Marcus Geiger
In his work, Marcus Geiger often uses domestic materials and painstaking processes that provoke ironic ruptures between the conceptual precision with which they are treated and the stereotypical image of a comfortable interior that they convey. He explores and demystifies the meaning of the artwork as a concept, disrupting the ways in which the art market attributes value. Geiger is also interested in the confrontation between space and art, in which space is considered broadly to include its social, cultural and political ramifications. His artistically empirical approach is based on an
intelligible capability; he directs his perception onto the real-time level of sensory recognition.
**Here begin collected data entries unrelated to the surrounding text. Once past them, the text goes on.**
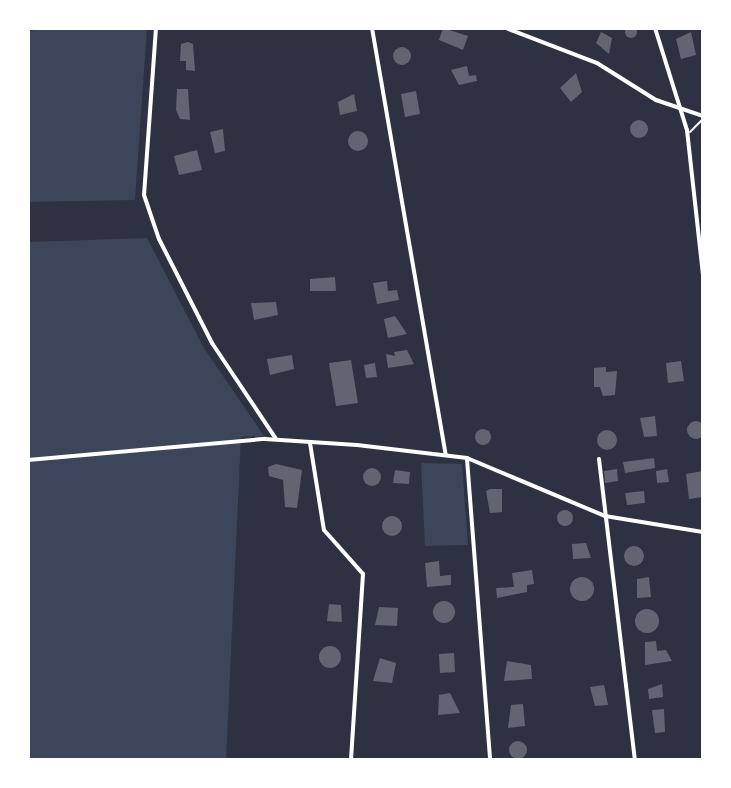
<!DOCTYPE html>
<style>
body{margin:0}
#map{position:relative;width:731px;height:788px;overflow:hidden;background:#2d3142;font-family:"Fira Sans",sans-serif}
div>[style]{position:absolute}
.green>*{inset:0;background:#3c4559}
.building>*{inset:0;background:#626471}
.round{border-radius:50%}
.service>*{height:2px;margin:-1px;padding:0 1px;transform-origin:1px;border-radius:1px;background:#fff}
.minor>*{height:4px;margin:-2px;padding:0 2px;transform-origin:2px;border-radius:2px;background:#fff}
span{translate:-50% -50%;white-space:nowrap;text-align:center;line-height:1.15;-webkit-text-stroke:6px #fff;paint-order:stroke}
.frame{position:absolute;inset:0;border:30px solid #fff;pointer-events:none}
</style>
<div id="map">
<div class="green">
<i style="clip-path:polygon(52px 28px,147px 28px,135px 200px,28px 202px,28px 31px)"></i>
<i style="clip-path:polygon(147px 238px,204px 348px,264px 436px,241px 437px,226px 760px,28px 760px,28px 242px)"></i>
<i style="clip-path:polygon(421px 463px,462px 464px,468px 545px,425px 546px)"></i>
</div>
<div class="building">
<i class="round" style="left:625px;top:26px;width:12px;height:12px"></i>
<i style="clip-path:polygon(443px 28px,468px 36px,463px 50px,439px 40px)"></i>
<i style="clip-path:polygon(601px 32px,612px 38px,609px 54px,596px 43px)"></i>
<i style="clip-path:polygon(691px 32px,696px 55px,681px 59px,676px 39px)"></i>
<i style="clip-path:polygon(188px 42px,193px 44px,195px 71px,186px 70px,186px 61px,180px 61px,181px 44px)"></i>
<i class="round" style="left:393px;top:47px;width:18px;height:18px"></i>
<i style="clip-path:polygon(467px 66px,469px 76px,476px 75px,477px 81px,459px 85px,451px 70px)"></i>
<i style="clip-path:polygon(576px 73px,582px 92px,571px 102px,560px 88px)"></i>
<i style="clip-path:polygon(177px 89px,188px 89px,190px 120px,180px 119px,176px 110px)"></i>
<i style="clip-path:polygon(416px 91px,420px 114px,405px 117px,401px 94px)"></i>
<i style="clip-path:polygon(354px 94px,357px 111px,340px 115px,338px 102px)"></i>
<i class="round" style="left:630px;top:120px;width:18px;height:18px"></i>
<i style="clip-path:polygon(223px 129px,225px 151px,215px 153px,210px 132px)"></i>
<i class="round" style="left:348px;top:131px;width:20px;height:20px"></i>
<i style="clip-path:polygon(197px 150px,202px 170px,179px 175px,174px 156px)"></i>
<i style="clip-path:polygon(335px 277px,336px 291px,310px 291px,310px 279px)"></i>
<i style="clip-path:polygon(387px 281px,388px 291px,397px 290px,399px 300px,377px 304px,373px 283px)"></i>
<i style="clip-path:polygon(276px 302px,278px 315px,254px 320px,251px 303px)"></i>
<i style="clip-path:polygon(395px 316px,407px 334px,388px 338px,384px 319px)"></i>
<i style="clip-path:polygon(407px 350px,414px 364px,388px 368px,386px 354px,395px 356px,394px 352px)"></i>
<i style="clip-path:polygon(292px 355px,294px 369px,270px 375px,267px 359px)"></i>
<i style="clip-path:polygon(351px 360px,358px 403px,336px 406px,329px 363px)"></i>
<i style="clip-path:polygon(681px 361px,684px 381px,668px 383px,666px 363px)"></i>
<i style="clip-path:polygon(375px 363px,377px 377px,366px 378px,364px 365px)"></i>
<i style="clip-path:polygon(606px 367px,606px 372px,617px 371px,615px 395px,603px 396px,600px 387px,594px 387px,594px 368px)"></i>
<i style="clip-path:polygon(655px 416px,657px 436px,644px 437px,640px 418px)"></i>
<i class="round" style="left:687px;top:421px;width:18px;height:18px"></i>
<i class="round" style="left:475px;top:429px;width:16px;height:16px"></i>
<i class="round" style="left:597px;top:430px;width:20px;height:20px"></i>
<i style="clip-path:polygon(654px 458px,655px 468px,625px 473px,623px 462px)"></i>
<i style="clip-path:polygon(276px 464px,302px 470px,297px 508px,285px 507px,283px 480px,269px 476px,268px 467px)"></i>
<i class="round" style="left:363px;top:468px;width:18px;height:18px"></i>
<i style="clip-path:polygon(617px 469px,618px 481px,605px 483px,604px 471px)"></i>
<i style="clip-path:polygon(667px 469px,669px 482px,657px 483px,656px 471px)"></i>
<i style="clip-path:polygon(395px 470px,410px 472px,409px 484px,393px 483px)"></i>
<i style="clip-path:polygon(703px 471px,703px 497px,689px 499px,686px 474px)"></i>
<i style="clip-path:polygon(490px 489px,502px 489px,502px 512px,490px 513px,486px 491px)"></i>
<i style="clip-path:polygon(644px 491px,645px 503px,627px 505px,625px 493px)"></i>
<i class="round" style="left:557px;top:510px;width:16px;height:16px"></i>
<i class="round" style="left:382px;top:516px;width:20px;height:20px"></i>
<i style="clip-path:polygon(586px 543px,591px 558px,573px 559px,572px 544px)"></i>
<i class="round" style="left:624px;top:546px;width:20px;height:20px"></i>
<i style="clip-path:polygon(439px 561px,440px 576px,451px 575px,451px 585px,427px 587px,425px 563px)"></i>
<i style="clip-path:polygon(532px 570px,534px 584px,527px 585px,527px 592px,497px 598px,496px 588px,514px 587px,512px 573px)"></i>
<i style="clip-path:polygon(649px 577px,651px 597px,637px 598px,637px 579px)"></i>
<i class="round" style="left:570px;top:577px;width:24px;height:24px"></i>
<i class="round" style="left:433px;top:601px;width:22px;height:22px"></i>
<i style="clip-path:polygon(329px 604px,341px 605px,342px 622px,327px 621px)"></i>
<i style="clip-path:polygon(379px 607px,398px 608px,397px 626px,375px 625px)"></i>
<i class="round" style="left:635px;top:609px;width:24px;height:24px"></i>
<i style="clip-path:polygon(656px 641px,657px 651px,666px 650px,672px 661px,645px 665px,645px 642px)"></i>
<i class="round" style="left:319px;top:646px;width:22px;height:22px"></i>
<i style="clip-path:polygon(454px 653px,455px 672px,440px 673px,439px 654px)"></i>
<i style="clip-path:polygon(380px 658px,396px 663px,392px 683px,373px 681px)"></i>
<i style="clip-path:polygon(507px 661px,531px 665px,532px 679px,504px 681px)"></i>
<i style="clip-path:polygon(662px 684px,663px 697px,649px 699px,648px 689px)"></i>
<i style="clip-path:polygon(604px 685px,608px 705px,595px 706px,590px 687px)"></i>
<i style="clip-path:polygon(450px 693px,460px 713px,438px 715px,439px 695px)"></i>
<i style="clip-path:polygon(523px 704px,525px 726px,508px 728px,511px 705px)"></i>
<i style="clip-path:polygon(664px 709px,665px 732px,655px 733px,652px 710px)"></i>
<i class="round" style="left:509px;top:741px;width:18px;height:18px"></i>
</div>
<div class="service">
<i style="left:690px;top:132px;width:18px;rotate:-45deg"></i>
</div>
<div class="minor">
<i style="left:156px;top:28px;width:167px;rotate:94.1deg"></i>
<i style="left:144px;top:195px;width:46px;rotate:71.2deg"></i>
<i style="left:159px;top:239px;width:117px;rotate:63deg"></i>
<i style="left:212px;top:343px;width:115px;rotate:56.3deg"></i>
<i style="left:372px;top:28px;width:433px;rotate:80.2deg"></i>
<i style="left:506px;top:28px;width:97px;rotate:21deg"></i>
<i style="left:597px;top:63px;width:70px;rotate:32.1deg"></i>
<i style="left:656px;top:100px;width:50px;rotate:18.8deg"></i>
<i style="left:655px;top:28px;width:107px;rotate:72.6deg"></i>
<i style="left:687px;top:130px;width:147px;rotate:83.7deg"></i>
<i style="left:310px;top:443px;width:88px;rotate:80.9deg"></i>
<i style="left:324px;top:530px;width:59px;rotate:48.4deg"></i>
<i style="left:363px;top:574px;width:186px;rotate:93.7deg"></i>
<i style="left:467px;top:459px;width:302px;rotate:85.6deg"></i>
<i style="left:599px;top:459px;width:303px;rotate:83.2deg"></i>
<i style="left:28px;top:460px;width:238px;rotate:-5.1deg"></i>
<i style="left:265px;top:439px;width:92px;rotate:3.7deg"></i>
<i style="left:357px;top:445px;width:111px;rotate:6.7deg"></i>
<i style="left:467px;top:458px;width:150px;rotate:22.8deg"></i>
<i style="left:605px;top:516px;width:99px;rotate:9.3deg"></i>
</div>
<div class="frame"></div>
</div>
By way of disarmament and in a gesture indicating a déjà-vu, Geiger retreats from a restorative bourgeoisie, without bitterness or moralizing about the vanity of the world. He is not inhibited by philosophy; he replaces the myth of everyday life by the clear form of poetic language. If it is true that light changes the physical existence of the matter it hits since the latter transcends its state of being and is transposed to a higher level of totality, it must be possible to intensify the resulting phenomenon in relation to the color of the object, for example by changing from white to red on a color scale. In 1998, Geiger repainted the Vienna Secession red, thus transforming an architectural monument into a pictorial medium in an aura of demanding self-assertion and self-loving splendor. The work recalls one of Geiger’s first exhibitions. A milk carton painted red stood facing a Neo-Geo painting and prevented any auratization from occurring. Thus, Geiger disturbs expectations by means of temporary occupations. For Berlin Biennale 6 in 2010, he inserted these concepts into the exhibition architecture. With maximum transparency and reduction to essentials, dialectical situations emerge in which individual works and the building interrelate in complex ways. For ten years, a building at Oranienplatz had stood empty. Geiger put together the leftovers from its restoration and from the setup of the exhibition to form a temporary installation in the attic. Thus, the artist probed the entire building and the Biennale from its margins, activating its history as well as its institutional conditions. K.R.